炎のコマはここから生まれた「ギャラクシーウォーズ」:ゲイムマンの「レトロゲームが大好きだ」(1/2 ページ)
連載第59回は、「ギャラクシーウォーズ」(ユニバーサル)。スペースインベーダーやギャラクシアンに比べると、やや知名度の低いゲームですが、あの必殺技“炎のコマ”を生んだゲームとして名を残しています。ゲーム自体も当時としては個性的でした。
あらしとギャラクシーウォーズが出会った場所
今回取り上げるゲームは「ギャラクシーウォーズ」。1979年にユニバーサル(現・アルゼ)から発売され、ポスト・インベーダーゲームとして期待された。
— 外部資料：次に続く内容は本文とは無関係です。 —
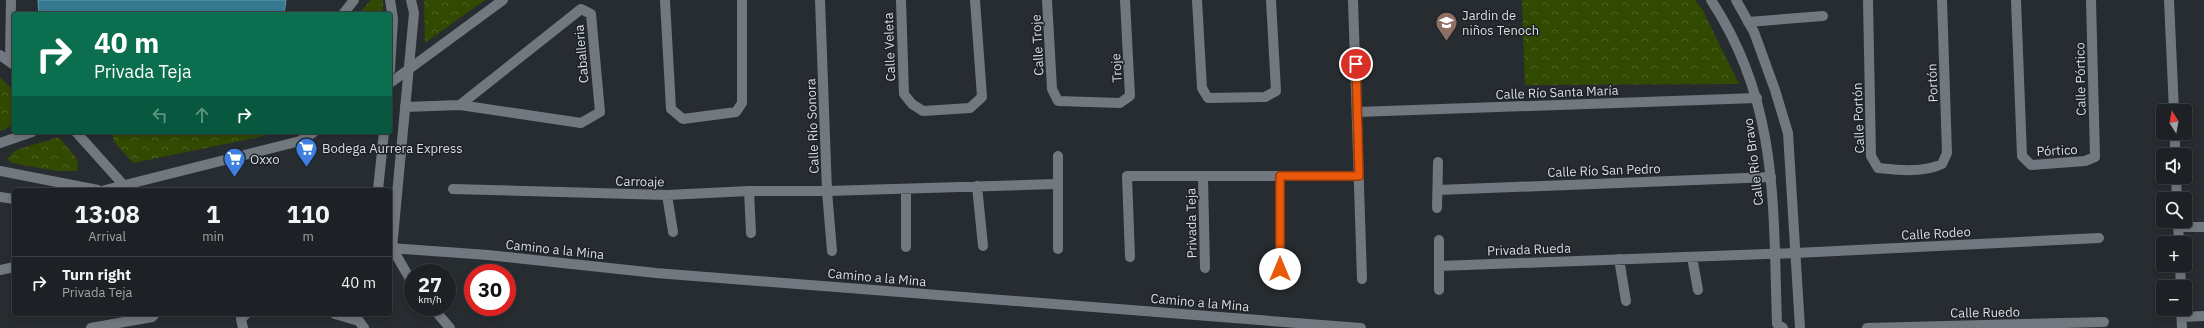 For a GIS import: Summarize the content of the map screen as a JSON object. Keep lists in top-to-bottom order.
{
  "streets": {
    "street": [
      "Calle Troje",
      "Calle Veleta",
      "Caballeria",
      "Troje",
      "Calle Pórtico",
      "Portón",
      "Calle Río Santa María",
      "Calle Portón",
      "Calle Río Sonora",
      "Pórtico",
      "Calle Río Bravo",
      "Calle Río San Pedro",
      "Carroaje",
      "Privada Teja",
      "Calle Rodeo",
      "Camino a la Mina",
      "Privada Rueda",
      "Calle Ruedo"
    ]
  },
  "crossings": [
    ["Calle Troje", "Troje"],
    ["Calle Pórtico", "Pórtico"],
    ["Portón", "Calle Portón"],
    ["Calle Río Santa María", "Calle Río Bravo"],
    ["Calle Río Sonora", "Carroaje"],
    ["Calle Río Bravo", "Calle Río San Pedro"],
    ["Calle Río Bravo", "Calle Rodeo"],
    ["Calle Río Bravo", "Privada Rueda"],
    ["Calle Rodeo", "Privada Rueda"]
  ],
  "places": {
    "school or university": ["Jardin de niños Tenoch"],
    "supermarket": ["Bodega Aurrera Express", "Oxxo"]
  },
  "north": "top",
  "page": {
    "turn": ["40 m", "Privada Teja"],
    "map_buttons": ["+", "−"],
    "eta": [
      "13:08",
      "Arrival",
      "1",
      "min",
      "110",
      "m"
    ],
    "list": [
      {
        "name": "Turn right",
        "note": "Privada Teja",
        "value": "40 m"
      }
    ],
    "speed": "27 km/h",
    "limit": "30"
  }
}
1970年代末から1980年代初頭のゲームを語る際、マンガ「ゲームセンターあらし」(すがやみつる作)に触れないわけにはいかないだろう。ほかに何も取り柄がないがゲームをやらせりゃ世界一という少年、石野あらしを主人公にした、コロコロコミック初期のヒット作だ。
さまざまな挑戦者と、「スペースインベーダー」(タイトー)で対決してきたあらし(第1回のみ、ブロック崩しの「スーパーブロック」)だが、あるとき“テレビゲームマシンショー”に招かれ、そこで新しいゲームに出会う。それこそが、当時登場したばかりの「ギャラクシーウォーズ」だった。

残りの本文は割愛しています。